Yes the Baha'i is a much larger seed than Bermuda. How did you plant the Bermuda and what did you plant it with? Did you plant common Bermuda? There are several different seeders for grass, and grain. I know of people to broadcast it out on a prepared seedbed and roll it with a roller. When dealing with Baha'i, it's a much easier process, and although I've never planted Baha'i, I don't see any reason why you couldn't have it ready to graze by end of summer. However, I would rethink the Baha'i for hay.....it's not a very good hay grass, much better suited for pastures.....hth


----------



## Tim/South (Dec 12, 2011)

I drilled several acres of Bahia this past spring. It is important not to plant the seeds deep. The seed company said not over an inch deep. Another seed company said not more than 1/4 inch deep. I believe 1/4 inch deep is better. The Bahia drilled in a sodded pasture came up quicker than what I drilled in prepared soil. I believe I got seeds deeper in the prepared soil.

I bought my seed online from Hancock Seed. It was $182 for 50 pounds, free delivery.


----------



## jhudsonred (Mar 4, 2014)

I used a broadcaster on the back of a 4 wheeler to do the Bermuda. was spotty in some places. Yes it was common Bermuda. 182 for 50lbs. Goodness that will break the bank for 30 acres. as I have seen I need 30lbs per acre. I will be planting in a past bean field that has been planted in beans for 40 yrs Prolly need to cut it up and smooth out then roll it. So I don't know if a drill will be my best option. I was thinking I may could broadcast the Bahia on a tractor then harrow it in with a ground harrow or piece of chain link fence.


----------



## Tim/South (Dec 12, 2011)

One reason I drilled was so I could get by with 20 lb. per acre.
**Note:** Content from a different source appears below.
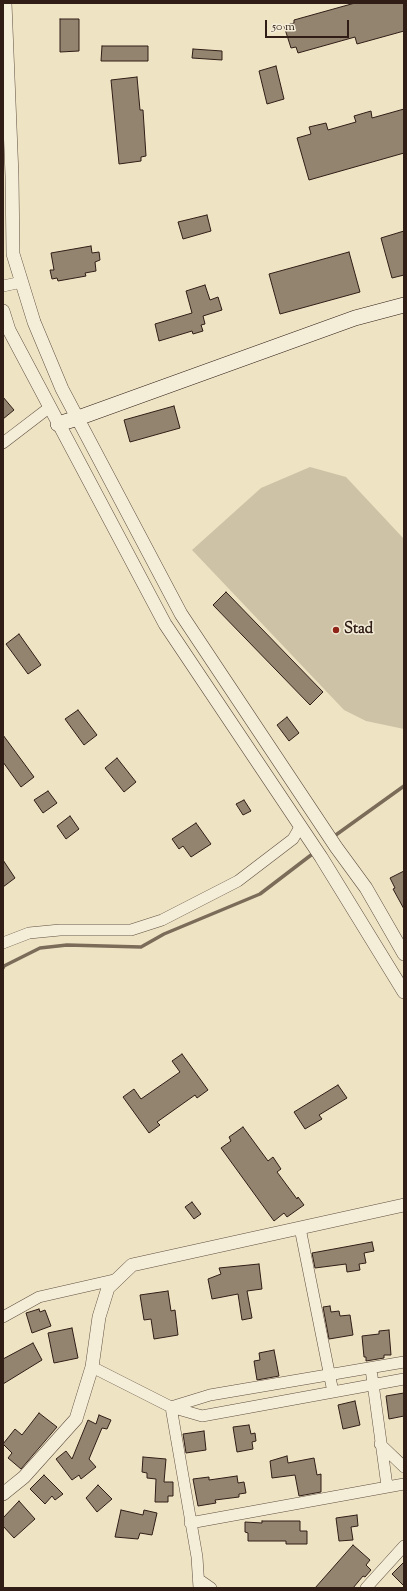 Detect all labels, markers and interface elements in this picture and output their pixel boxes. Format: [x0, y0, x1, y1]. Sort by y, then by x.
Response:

If I knew for sure I could get an even spread I probably would have broadcast the seed. I would have used a drag to lightly cover the seed. I still have seed emerging from after being planted this past spring. Leads me to think they were too deep.

With a drill I know for certain what ground has been planted. I can rent a drill from a friend for $4 and acre.


----------



## AndyL (Mar 9, 2013)

I would think you could just scatter bahia seeds and it would grow and grow..It comes up anywhere I don't want it. I don't want it anywhere, so it's everywhere


----------



## LaneFarms (Apr 10, 2010)

If you want to make a trip I can get you seed alot cheaper than that. We normally broadcast ours and then lightly harrow it in at 20-25 lbs/ac. For hay I would go with bermuda grass. It is true bahia is more drought tolerant but by the time you are dry enough for bermuda grass to shut down you are going to be in trouble with bahia yields also. Bahia does not have the yield potential that bermuda has.


----------



## Tim/South (Dec 12, 2011)

The $182 I quoted was for Tifton 9 Bahia. Other types of Bahia are not as expensive.


----------



## MtnCreek (Apr 10, 2014)

I broadcast Pensacola on prepared soil, then cultipacked and had great results. This was in pasture that was too rocky to drill. If you don't have a way to roll it, turn the disc's about strait on a harrow and walk it in. FWIW, I'm considering spraying one field and having it sprigged with coastal.


----------